MRR rewards putting the first relevant item as high as possible.

7.5 NDCG@K

$$\text{DCG@}K = \sum_{i=1}^{K}\frac{2^{rel_i} - 1}{\log_2(i+1)}$$

$$\text{NDCG@}K = \frac{\text{DCG@}K}{\text{IDCG@}K}$$

NDCG is especially useful when relevance is graded rather than binary.

7.6 Reranking Lift

$$\text{Lift} = \text{NDCG@3}{\text{after rerank}} - \text{NDCG@3}{\text{before rerank}}$$

This quantifies whether the reranker is earning its latency cost.
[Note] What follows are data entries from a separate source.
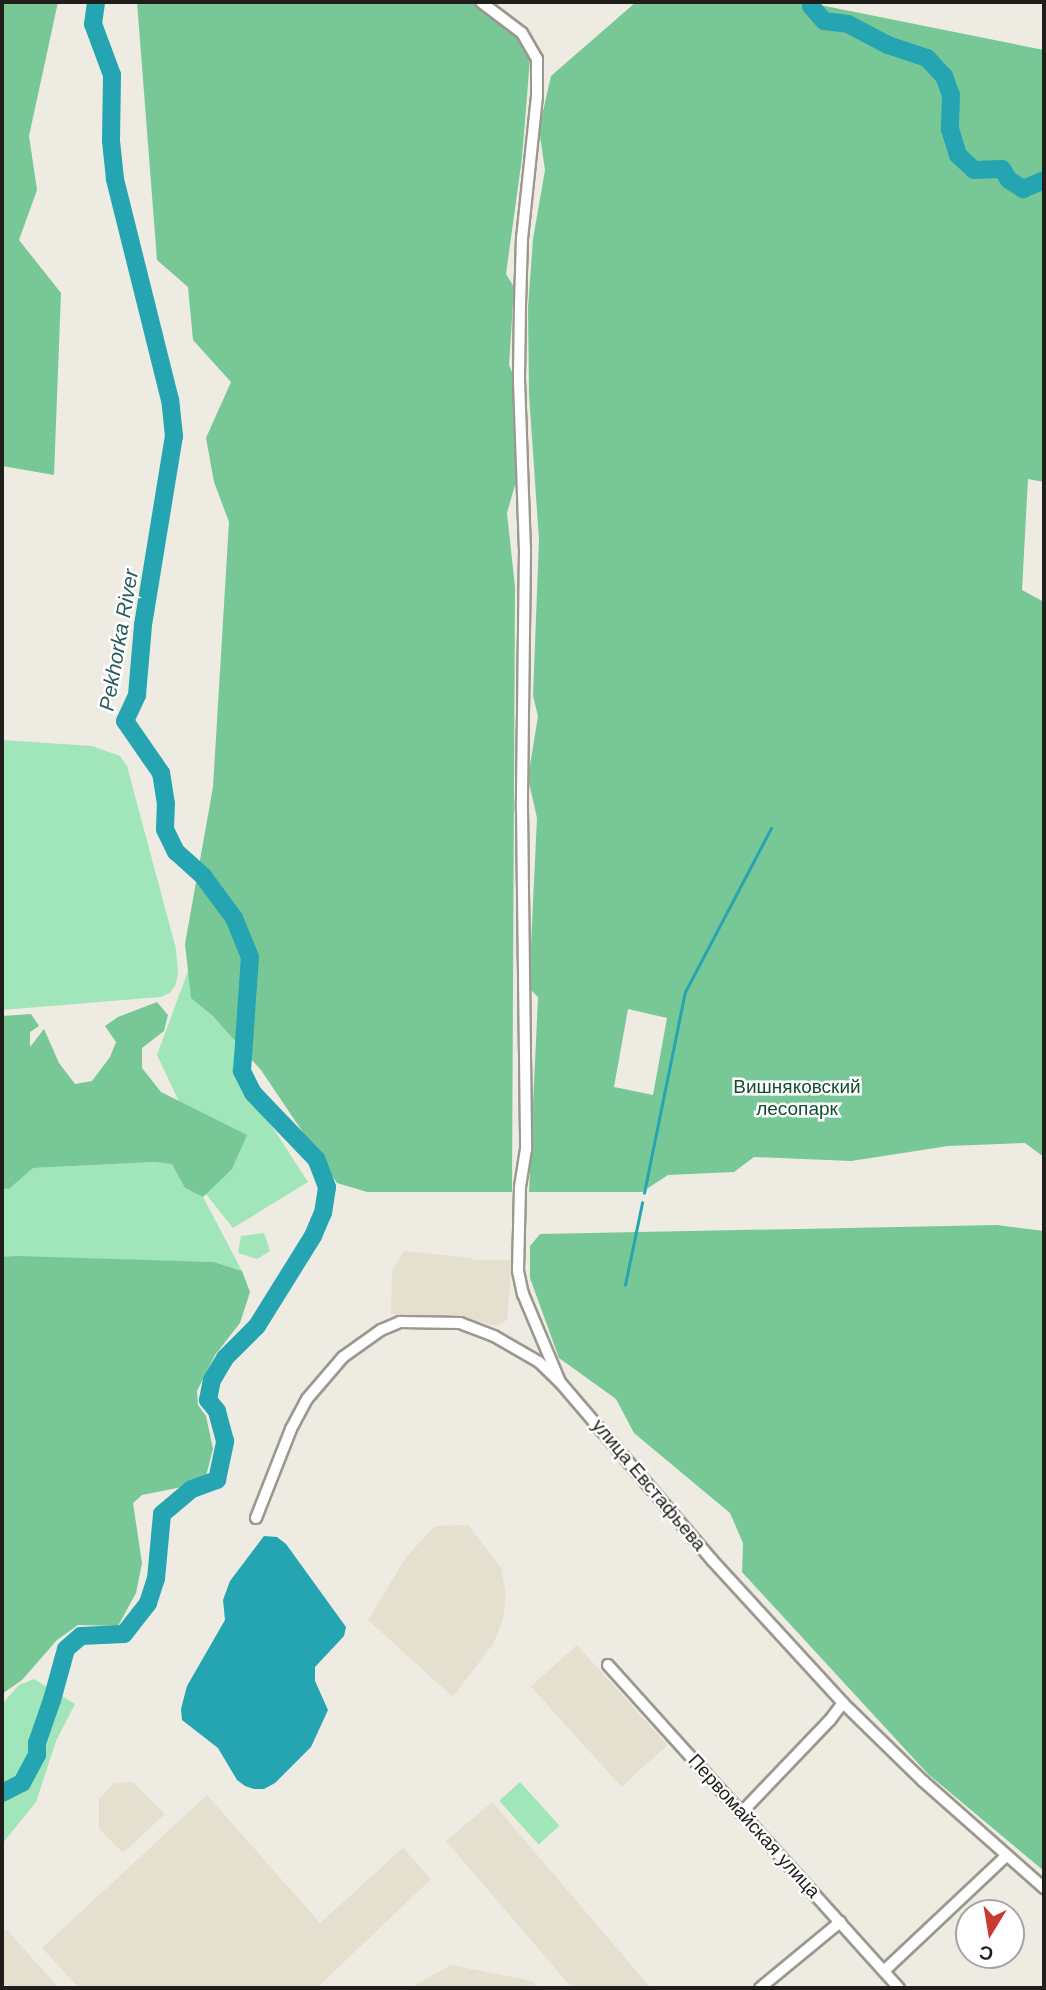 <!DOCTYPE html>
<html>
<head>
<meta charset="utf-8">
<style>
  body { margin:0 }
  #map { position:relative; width:1046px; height:1990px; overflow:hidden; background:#eeebe2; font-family:Arial,sans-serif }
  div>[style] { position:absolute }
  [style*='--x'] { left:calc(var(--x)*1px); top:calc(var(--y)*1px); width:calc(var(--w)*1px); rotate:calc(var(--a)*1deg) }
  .built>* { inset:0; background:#e5dfcf; transform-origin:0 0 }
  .green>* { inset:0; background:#a0e6ba; transform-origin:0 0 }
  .forest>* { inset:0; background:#78c797 }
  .water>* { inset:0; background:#25a5b1 }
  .stream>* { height:2.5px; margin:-1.25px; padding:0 1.25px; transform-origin:1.25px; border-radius:1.25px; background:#25a5b1 }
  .river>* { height:18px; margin:-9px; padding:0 9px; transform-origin:9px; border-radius:9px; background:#25a5b1 }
  .roads { filter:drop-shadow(2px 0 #9b9890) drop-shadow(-2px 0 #9b9890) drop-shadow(0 2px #9b9890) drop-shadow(0 -2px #9b9890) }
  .street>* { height:10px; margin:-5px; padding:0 5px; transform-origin:5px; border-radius:5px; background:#fff }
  span { translate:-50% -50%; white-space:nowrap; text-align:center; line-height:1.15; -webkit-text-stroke:5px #fff; paint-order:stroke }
  .park-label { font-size:19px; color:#114f30 }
  .street-label { font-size:19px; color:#201e1b }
  .water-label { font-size:21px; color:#285a5f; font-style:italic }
  .frame { position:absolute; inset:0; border:4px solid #201e1b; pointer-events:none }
  .north { position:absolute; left:955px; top:1899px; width:70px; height:70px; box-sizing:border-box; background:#fff; border:2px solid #a6a5a4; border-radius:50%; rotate:191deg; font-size:19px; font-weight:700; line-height:28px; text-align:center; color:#201e1b }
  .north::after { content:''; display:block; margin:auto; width:24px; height:32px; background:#c83b31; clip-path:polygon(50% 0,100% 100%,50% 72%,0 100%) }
</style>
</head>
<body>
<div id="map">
  <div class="built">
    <div style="clip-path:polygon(404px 1251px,473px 1258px,473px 1260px,512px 1260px,507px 1320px,497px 1326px,477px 1321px,391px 1314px,392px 1270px)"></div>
    <div style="clip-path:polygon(468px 1525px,501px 1568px,506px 1594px,503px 1619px,493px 1644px,453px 1697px,368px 1620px,407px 1556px,435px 1526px)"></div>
    <div style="left:577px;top:1645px;width:135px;height:62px;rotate:48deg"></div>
    <div style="clip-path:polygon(133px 1782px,165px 1814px,123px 1853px,99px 1829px,99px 1799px,114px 1783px)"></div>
    <div style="clip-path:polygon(207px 1795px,320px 1923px,403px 1848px,431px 1879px,317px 1988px,79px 1988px,42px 1948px)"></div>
    <div style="clip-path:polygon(492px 1802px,651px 1988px,572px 1988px,446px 1841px)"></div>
    <div style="clip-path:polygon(6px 1929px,59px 1988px,2px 1988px,2px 1933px)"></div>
    <div style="clip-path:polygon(451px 1965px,532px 1981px,539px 1988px,410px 1988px)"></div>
  </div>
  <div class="green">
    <div style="clip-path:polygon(2px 740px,92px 746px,120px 756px,127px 766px,176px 949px,178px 973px,176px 984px,170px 993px,160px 997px,2px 1010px)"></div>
    <div style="clip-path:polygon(198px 944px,237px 970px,234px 1068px,308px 1182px,233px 1228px,198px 1184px,181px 1106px,157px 1055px)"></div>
    <div style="clip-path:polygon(154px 1162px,172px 1163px,185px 1188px,203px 1197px,242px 1271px,214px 1262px,2px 1257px,2px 1188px,10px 1188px,33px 1168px)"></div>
    <div style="clip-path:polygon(264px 1233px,270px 1251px,257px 1259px,238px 1253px,241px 1236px)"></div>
    <div style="clip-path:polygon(34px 1679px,75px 1704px,56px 1741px,36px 1802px,2px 1844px,2px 1704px,19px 1685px)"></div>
    <div style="left:520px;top:1782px;width:59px;height:28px;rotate:48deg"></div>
  </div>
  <div class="forest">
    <div style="clip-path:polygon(2px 2px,58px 2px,29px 136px,37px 190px,19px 240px,61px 293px,54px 475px,2px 466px)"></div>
    <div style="clip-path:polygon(137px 2px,475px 2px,519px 36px,530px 59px,522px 158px,506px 274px,514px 287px,509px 365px,515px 379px,519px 471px,507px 513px,515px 587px,512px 1192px,367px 1192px,337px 1183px,261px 1070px,213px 1016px,191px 998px,185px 944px,213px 787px,229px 522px,214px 482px,206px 438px,231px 382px,193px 340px,188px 287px,157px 260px)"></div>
    <div style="clip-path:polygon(evenodd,636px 2px,805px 2px,1044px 50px,1044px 482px,1028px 479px,1022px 590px,1044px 602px,1044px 1157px,1025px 1143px,948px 1146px,851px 1161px,754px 1157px,734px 1172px,668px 1175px,642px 1192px,529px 1192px,538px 997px,529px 988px,537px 818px,528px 778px,538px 716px,533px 696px,539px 540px,529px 394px,528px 308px,533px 239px,545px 170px,539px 129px,551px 76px,636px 2px,628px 1009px,667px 1018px,653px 1095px,614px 1087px,628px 1009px)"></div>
    <div style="clip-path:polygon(157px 1002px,168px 1015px,164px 1031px,142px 1048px,142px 1068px,161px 1092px,247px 1135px,232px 1169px,203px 1197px,185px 1188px,172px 1164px,154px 1162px,33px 1168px,9px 1189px,2px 1188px,2px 1016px,31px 1014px,39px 1026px,30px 1032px,30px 1047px,44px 1029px,59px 1063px,75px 1084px,92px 1081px,110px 1057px,116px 1042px,105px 1026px,118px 1017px)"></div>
    <div style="clip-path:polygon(997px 1225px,1044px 1231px,1044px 1871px,928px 1774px,742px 1572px,743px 1543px,730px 1513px,634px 1433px,616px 1399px,559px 1358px,530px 1278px,530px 1246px,540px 1234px)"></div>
    <div style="clip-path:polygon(16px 1256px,214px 1262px,242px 1271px,250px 1292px,240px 1323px,215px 1355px,197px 1391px,198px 1405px,206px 1416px,213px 1449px,206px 1476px,187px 1486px,142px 1495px,133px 1503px,142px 1563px,136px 1593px,118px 1626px,78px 1625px,57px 1640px,22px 1680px,2px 1694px,2px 1257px)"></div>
  </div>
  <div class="water">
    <div style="clip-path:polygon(264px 1536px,277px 1537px,286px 1544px,346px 1627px,344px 1636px,315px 1667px,315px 1681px,328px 1710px,311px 1747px,275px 1783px,264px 1789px,254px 1789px,245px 1786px,237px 1780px,218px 1748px,182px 1720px,181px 1709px,187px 1686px,225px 1620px,223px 1600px,230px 1581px)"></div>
  </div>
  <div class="stream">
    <div style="--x:644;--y:1193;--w:205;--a:-78.5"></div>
    <div style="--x:685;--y:992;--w:185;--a:-62.3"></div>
    <div style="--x:625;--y:1285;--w:84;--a:-78.3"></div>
  </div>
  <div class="river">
    <div style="--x:811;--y:2;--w:4;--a:90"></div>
    <div style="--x:811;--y:6;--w:20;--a:49"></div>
    <div style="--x:824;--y:21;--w:24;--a:7"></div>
    <div style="--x:848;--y:24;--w:45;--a:27.7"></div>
    <div style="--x:888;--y:45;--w:41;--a:18.4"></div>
    <div style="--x:927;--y:58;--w:25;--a:47"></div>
    <div style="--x:944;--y:76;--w:20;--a:70"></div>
    <div style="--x:951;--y:95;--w:34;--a:92"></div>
    <div style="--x:950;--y:129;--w:27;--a:73"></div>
    <div style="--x:958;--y:155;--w:22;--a:43"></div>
    <div style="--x:974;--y:170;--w:28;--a:-2"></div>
    <div style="--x:1002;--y:169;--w:13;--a:58"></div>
    <div style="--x:1009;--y:180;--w:17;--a:33"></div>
    <div style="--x:1023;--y:189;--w:23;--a:-23"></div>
    <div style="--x:2;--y:1793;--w:22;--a:-27"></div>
    <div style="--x:22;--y:1783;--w:32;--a:-62"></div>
    <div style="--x:37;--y:1755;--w:12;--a:-90"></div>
    <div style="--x:37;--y:1743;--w:46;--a:-70.8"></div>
    <div style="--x:52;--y:1700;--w:53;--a:-74.6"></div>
    <div style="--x:66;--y:1649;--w:20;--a:-41"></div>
    <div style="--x:81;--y:1636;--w:43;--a:-2.7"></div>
    <div style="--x:124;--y:1634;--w:39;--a:-52"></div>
    <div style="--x:148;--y:1603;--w:25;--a:-72"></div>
    <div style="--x:156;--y:1579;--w:65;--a:-84.7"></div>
    <div style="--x:162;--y:1514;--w:39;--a:-40"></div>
    <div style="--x:192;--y:1489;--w:27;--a:-20"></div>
    <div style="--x:217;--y:1480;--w:40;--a:-78"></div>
    <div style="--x:225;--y:1441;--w:31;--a:-105"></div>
    <div style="--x:217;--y:1411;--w:14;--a:-129"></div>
    <div style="--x:208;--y:1400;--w:20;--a:-79"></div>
    <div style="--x:212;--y:1380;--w:26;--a:-59"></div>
    <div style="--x:225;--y:1358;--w:45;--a:-45"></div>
    <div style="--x:257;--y:1326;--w:106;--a:-58.1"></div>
    <div style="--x:313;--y:1236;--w:25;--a:-67"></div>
    <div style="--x:323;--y:1213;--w:26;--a:-81"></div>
    <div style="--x:327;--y:1187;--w:30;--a:-111"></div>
    <div style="--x:316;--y:1159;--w:91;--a:-133.7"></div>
    <div style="--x:253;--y:1093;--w:25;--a:-117"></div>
    <div style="--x:242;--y:1071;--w:114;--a:-86"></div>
    <div style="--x:250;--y:957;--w:42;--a:-112.3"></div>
    <div style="--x:234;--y:918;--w:52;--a:-126.4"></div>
    <div style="--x:203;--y:876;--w:36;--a:-138"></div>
    <div style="--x:176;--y:852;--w:25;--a:-116"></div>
    <div style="--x:165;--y:829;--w:25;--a:-88"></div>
    <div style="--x:166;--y:804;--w:31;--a:-99"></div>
    <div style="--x:161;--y:773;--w:63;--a:-124.7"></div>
    <div style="--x:125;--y:721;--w:29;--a:-65"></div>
    <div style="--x:137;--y:695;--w:70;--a:-85.1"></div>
    <div style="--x:143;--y:625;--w:192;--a:-80.7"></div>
    <div style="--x:174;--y:436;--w:36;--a:-96"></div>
    <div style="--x:170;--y:400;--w:228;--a:-104"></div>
    <div style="--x:115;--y:179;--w:39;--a:-96"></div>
    <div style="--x:111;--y:140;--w:65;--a:-89.1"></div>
    <div style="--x:112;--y:75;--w:54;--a:-110.4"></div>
    <div style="--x:93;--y:24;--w:22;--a:-82"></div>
  </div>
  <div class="roads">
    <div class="street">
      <div style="--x:481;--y:2;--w:51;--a:37.1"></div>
      <div style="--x:522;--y:33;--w:30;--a:60"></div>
      <div style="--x:537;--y:59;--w:37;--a:90"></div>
      <div style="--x:537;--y:96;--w:143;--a:96"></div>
      <div style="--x:522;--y:238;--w:67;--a:91.7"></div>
      <div style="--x:520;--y:305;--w:75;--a:90.8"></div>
      <div style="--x:519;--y:380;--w:169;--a:88"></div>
      <div style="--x:525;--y:549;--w:261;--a:90.7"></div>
      <div style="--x:522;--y:810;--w:339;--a:89.3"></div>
      <div style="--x:526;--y:1149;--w:39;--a:99"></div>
      <div style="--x:520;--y:1188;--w:83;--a:91.4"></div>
      <div style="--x:518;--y:1271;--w:24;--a:78"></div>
      <div style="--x:523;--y:1294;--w:95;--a:67.2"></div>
      <div style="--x:256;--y:1518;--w:96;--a:-68.5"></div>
      <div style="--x:291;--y:1429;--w:34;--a:-62"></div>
      <div style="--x:307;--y:1399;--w:55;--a:-49.4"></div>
      <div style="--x:343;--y:1357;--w:47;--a:-35.4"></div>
      <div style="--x:381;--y:1330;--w:21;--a:-23"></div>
      <div style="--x:400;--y:1322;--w:60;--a:1"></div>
      <div style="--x:460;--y:1323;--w:36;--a:21"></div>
      <div style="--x:494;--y:1336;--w:52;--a:30"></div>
      <div style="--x:539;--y:1362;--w:29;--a:44"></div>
      <div style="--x:560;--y:1382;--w:234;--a:49.5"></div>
      <div style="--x:712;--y:1560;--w:194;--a:47.5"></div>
      <div style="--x:843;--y:1703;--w:112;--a:44.3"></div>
      <div style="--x:923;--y:1781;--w:162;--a:41.5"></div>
      <div style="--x:608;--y:1665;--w:435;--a:48"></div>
      <div style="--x:741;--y:1813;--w:129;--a:-46.3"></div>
      <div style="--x:830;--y:1720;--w:21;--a:-53"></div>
      <div style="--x:884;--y:1971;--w:168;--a:-43.3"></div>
      <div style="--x:760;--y:1988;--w:104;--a:-39.5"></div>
    </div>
  </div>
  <div class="park-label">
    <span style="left:797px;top:1098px">Вишняковский<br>лесопарк</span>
  </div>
  <div class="street-label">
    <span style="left:649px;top:1485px;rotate:50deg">улица Евстафьева</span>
    <span style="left:754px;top:1826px;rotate:48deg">Первомайская улица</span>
  </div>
  <div class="water-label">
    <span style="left:119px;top:640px;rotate:-80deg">Pekhorka River</span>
  </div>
  <div class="frame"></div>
  <div class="north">С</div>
</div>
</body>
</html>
8. Embedding Drift Detection

8.1 Why Drift Happens

Embedding quality can degrade even if the model weights do not change:

  • user vocabulary shifts
  • new products or content are indexed
  • catalog mix changes
  • seasonal query patterns alter the query distribution

8.2 Practical Monitoring Methods

Top-1 similarity distribution

  • track the cosine similarity between each query and its top result
  • watch for distribution shifts over time

Probe set monitoring

  • keep a fixed set of representative queries
  • compare their embeddings or retrieval outputs across time windows

Cluster separation

  • group embeddings by content type
  • measure whether clusters are still well separated

For significance testing around distribution shift, see 05-additional-statistical-tests.md in the Statistical-Inference folder.


9. Summary

Component Main math idea Operational purpose
Embedding model Text to dense vector map Represent semantics numerically
Cosine similarity Normalized dot product Measure semantic closeness
HNSW ANN Graph-based nearest-neighbor search Make retrieval fast enough for production
Chunking Sliding windows over token sequences Balance context and precision
Cross-encoder reranking Full token-level interaction Improve ranking quality on a small set
Retrieval metrics Recall, precision, hit rate, MRR, NDCG Evaluate search quality
Drift monitoring Distribution and stability checks Catch silent retrieval degradation

Retrieval quality is the compound result of embedding geometry, chunk design, ANN tuning, reranking quality, and evaluation discipline. Weakness in any one of those layers will show up in answer quality downstream.